Source information START

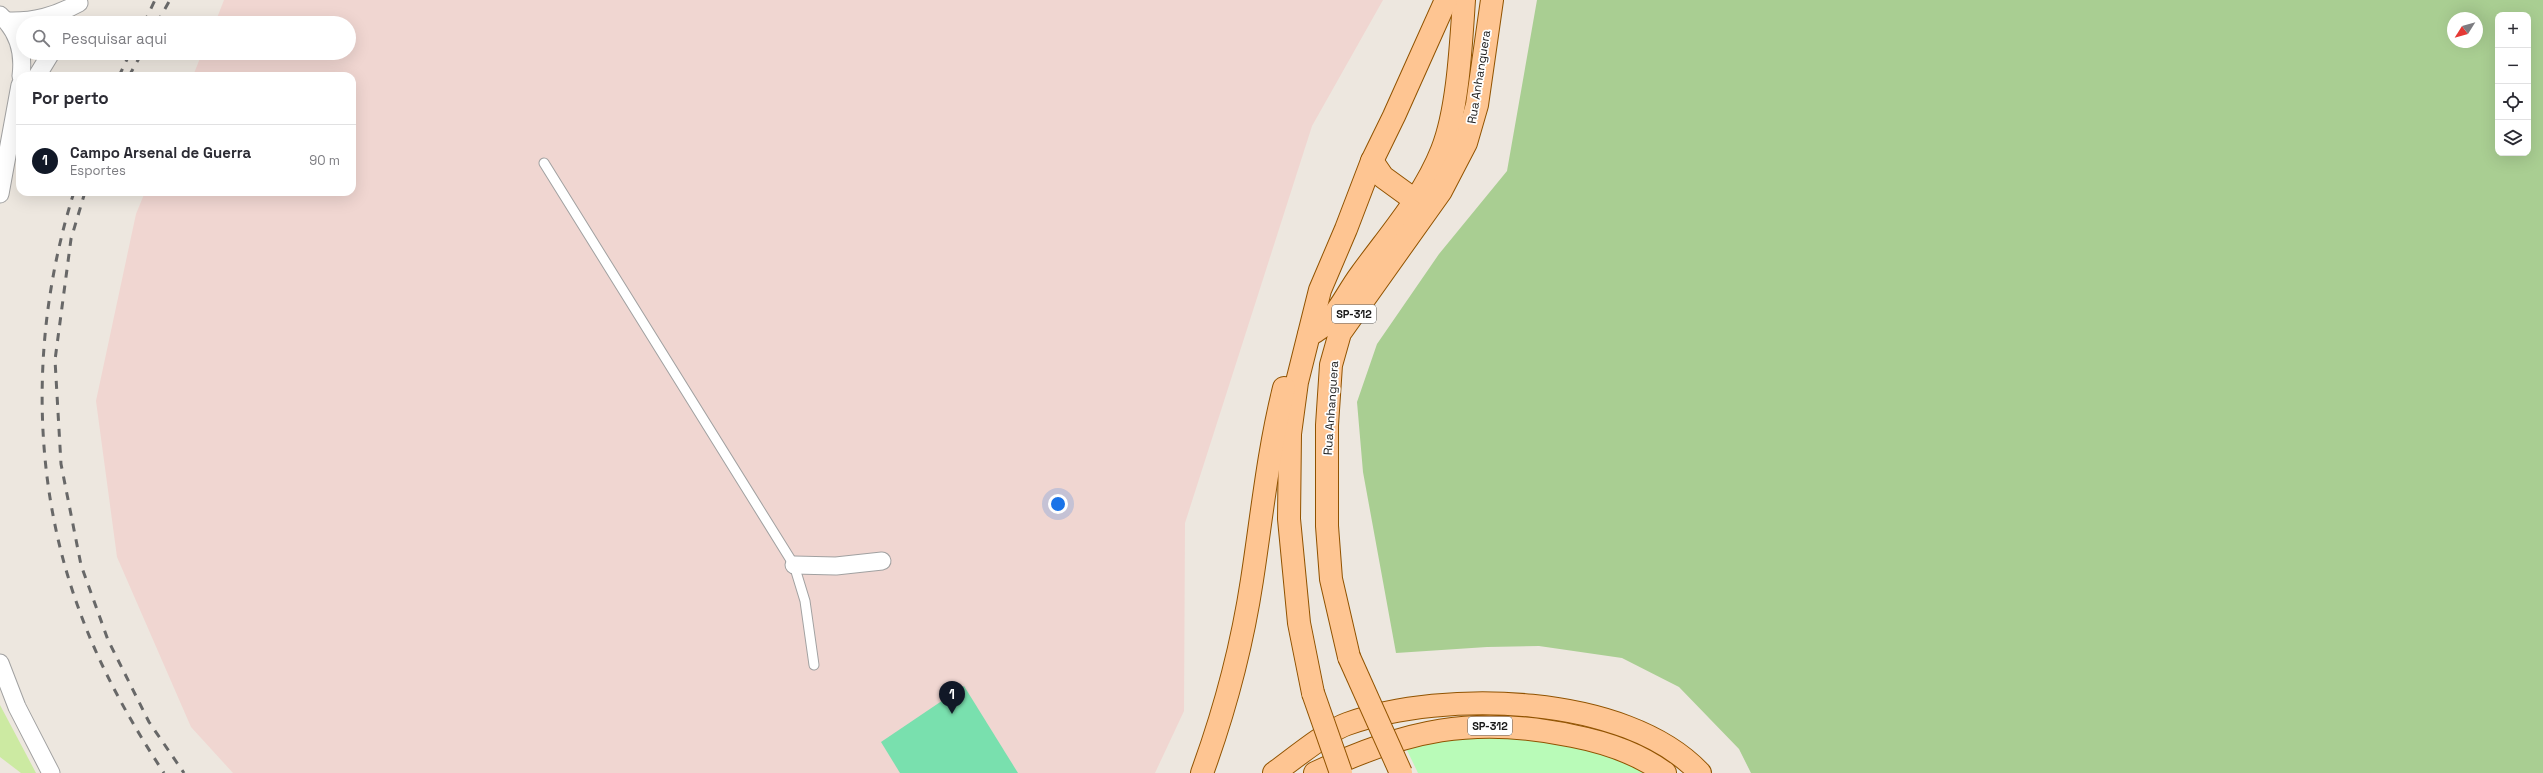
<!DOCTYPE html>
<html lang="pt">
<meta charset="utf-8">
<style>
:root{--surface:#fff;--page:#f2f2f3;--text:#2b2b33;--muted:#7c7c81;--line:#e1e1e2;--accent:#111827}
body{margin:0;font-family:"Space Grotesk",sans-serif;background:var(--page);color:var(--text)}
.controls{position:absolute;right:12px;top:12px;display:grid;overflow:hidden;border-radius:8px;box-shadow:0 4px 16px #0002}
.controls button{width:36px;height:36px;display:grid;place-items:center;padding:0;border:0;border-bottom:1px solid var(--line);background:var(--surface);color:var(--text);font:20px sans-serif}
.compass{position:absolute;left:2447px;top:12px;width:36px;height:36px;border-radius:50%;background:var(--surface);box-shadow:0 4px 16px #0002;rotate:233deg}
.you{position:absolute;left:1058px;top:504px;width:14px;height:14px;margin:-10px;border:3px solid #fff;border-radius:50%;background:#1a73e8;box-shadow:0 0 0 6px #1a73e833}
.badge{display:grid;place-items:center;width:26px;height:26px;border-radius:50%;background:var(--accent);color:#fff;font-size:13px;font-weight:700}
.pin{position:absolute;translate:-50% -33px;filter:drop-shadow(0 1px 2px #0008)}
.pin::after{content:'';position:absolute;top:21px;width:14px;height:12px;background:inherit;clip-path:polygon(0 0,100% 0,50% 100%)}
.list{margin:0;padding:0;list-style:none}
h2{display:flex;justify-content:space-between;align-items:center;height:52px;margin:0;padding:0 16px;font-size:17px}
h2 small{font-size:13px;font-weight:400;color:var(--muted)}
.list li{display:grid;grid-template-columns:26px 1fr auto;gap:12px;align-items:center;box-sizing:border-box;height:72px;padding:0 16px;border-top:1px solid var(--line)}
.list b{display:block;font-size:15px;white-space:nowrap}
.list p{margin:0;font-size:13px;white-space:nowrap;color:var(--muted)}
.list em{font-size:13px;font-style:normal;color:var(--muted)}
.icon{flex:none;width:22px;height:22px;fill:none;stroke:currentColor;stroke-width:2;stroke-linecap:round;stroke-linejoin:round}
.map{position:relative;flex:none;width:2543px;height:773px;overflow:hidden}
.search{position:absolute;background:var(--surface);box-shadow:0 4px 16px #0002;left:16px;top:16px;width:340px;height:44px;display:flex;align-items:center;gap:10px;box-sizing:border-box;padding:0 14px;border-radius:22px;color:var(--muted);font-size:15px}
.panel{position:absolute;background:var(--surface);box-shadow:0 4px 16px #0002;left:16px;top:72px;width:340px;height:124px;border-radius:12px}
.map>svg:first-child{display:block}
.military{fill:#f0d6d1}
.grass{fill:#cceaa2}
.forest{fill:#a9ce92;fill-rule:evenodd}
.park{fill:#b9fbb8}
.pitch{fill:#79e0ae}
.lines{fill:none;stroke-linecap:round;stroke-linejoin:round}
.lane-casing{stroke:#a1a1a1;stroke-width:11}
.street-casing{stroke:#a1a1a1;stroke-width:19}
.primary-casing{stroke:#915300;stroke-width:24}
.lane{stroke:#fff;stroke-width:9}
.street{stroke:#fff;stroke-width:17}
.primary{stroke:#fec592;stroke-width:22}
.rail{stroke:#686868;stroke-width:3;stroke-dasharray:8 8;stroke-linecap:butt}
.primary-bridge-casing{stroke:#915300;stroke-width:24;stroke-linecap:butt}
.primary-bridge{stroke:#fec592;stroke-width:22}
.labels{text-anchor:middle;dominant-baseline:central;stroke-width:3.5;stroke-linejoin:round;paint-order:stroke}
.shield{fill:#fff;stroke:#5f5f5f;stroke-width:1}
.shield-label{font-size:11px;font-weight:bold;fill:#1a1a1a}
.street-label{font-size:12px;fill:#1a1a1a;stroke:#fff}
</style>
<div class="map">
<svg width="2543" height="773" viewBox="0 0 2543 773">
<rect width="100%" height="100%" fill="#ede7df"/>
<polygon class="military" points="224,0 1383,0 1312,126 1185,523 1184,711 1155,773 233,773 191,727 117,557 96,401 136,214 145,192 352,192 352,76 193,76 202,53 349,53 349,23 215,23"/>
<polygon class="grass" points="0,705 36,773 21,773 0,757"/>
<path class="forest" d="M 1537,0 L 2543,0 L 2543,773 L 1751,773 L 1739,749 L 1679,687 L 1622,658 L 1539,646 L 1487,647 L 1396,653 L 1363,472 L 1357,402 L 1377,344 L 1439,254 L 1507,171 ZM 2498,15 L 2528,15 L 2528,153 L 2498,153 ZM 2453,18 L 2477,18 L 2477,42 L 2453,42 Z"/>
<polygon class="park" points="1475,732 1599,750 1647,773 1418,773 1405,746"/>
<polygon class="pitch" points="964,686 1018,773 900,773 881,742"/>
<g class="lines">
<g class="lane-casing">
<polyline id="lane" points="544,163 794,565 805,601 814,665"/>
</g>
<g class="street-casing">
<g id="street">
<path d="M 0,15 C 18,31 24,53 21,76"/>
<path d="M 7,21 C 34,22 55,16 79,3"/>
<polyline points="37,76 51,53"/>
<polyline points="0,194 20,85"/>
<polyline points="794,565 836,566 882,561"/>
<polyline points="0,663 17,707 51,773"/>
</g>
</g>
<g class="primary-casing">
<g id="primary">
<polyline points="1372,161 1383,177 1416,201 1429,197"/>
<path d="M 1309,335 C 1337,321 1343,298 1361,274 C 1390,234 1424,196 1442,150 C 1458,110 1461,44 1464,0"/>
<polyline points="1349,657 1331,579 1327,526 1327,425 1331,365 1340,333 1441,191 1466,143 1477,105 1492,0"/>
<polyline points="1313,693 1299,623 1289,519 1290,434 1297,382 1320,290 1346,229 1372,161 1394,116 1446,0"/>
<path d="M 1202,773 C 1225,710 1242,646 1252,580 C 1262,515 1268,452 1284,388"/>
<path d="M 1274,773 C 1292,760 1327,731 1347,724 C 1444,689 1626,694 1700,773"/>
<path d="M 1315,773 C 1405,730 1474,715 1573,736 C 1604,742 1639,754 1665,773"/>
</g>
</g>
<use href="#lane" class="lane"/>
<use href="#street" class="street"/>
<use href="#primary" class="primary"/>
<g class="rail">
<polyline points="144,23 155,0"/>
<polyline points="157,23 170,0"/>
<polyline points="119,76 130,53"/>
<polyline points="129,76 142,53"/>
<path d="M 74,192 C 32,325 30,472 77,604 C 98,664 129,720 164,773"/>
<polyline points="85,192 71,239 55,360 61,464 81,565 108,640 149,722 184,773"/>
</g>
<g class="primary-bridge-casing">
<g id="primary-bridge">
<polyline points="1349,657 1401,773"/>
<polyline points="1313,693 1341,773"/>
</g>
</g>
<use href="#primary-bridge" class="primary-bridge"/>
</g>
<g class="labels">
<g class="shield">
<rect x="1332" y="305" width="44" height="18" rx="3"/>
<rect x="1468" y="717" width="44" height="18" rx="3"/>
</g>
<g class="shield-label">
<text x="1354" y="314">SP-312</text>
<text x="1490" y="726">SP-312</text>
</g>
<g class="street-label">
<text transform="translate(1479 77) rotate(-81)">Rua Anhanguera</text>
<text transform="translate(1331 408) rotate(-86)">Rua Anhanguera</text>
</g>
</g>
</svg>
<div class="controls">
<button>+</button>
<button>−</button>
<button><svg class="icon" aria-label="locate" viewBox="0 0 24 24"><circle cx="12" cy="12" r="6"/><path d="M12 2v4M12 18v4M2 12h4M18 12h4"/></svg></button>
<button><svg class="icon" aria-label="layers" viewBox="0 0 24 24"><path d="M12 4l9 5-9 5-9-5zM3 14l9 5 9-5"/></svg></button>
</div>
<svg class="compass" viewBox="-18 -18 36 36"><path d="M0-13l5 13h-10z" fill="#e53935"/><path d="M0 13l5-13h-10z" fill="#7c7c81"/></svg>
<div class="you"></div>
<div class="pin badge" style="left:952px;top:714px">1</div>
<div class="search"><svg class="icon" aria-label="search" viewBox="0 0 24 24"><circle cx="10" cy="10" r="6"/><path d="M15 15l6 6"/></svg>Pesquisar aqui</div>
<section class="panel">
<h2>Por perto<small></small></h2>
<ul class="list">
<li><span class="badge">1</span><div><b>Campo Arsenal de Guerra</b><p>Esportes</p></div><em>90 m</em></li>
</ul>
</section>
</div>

Source information END

▶ _What is needed_:
Scan the entries above for the word "serif", then copy every line in which it occurs.

▶ _Exercise solution_:
body{margin:0;font-family:"Space Grotesk",sans-serif;background:var(--page);color:var(--text)}
.controls button{width:36px;height:36px;display:grid;place-items:center;padding:0;border:0;border-bottom:1px solid var(--line);background:var(--surface);color:var(--text);font:20px sans-serif}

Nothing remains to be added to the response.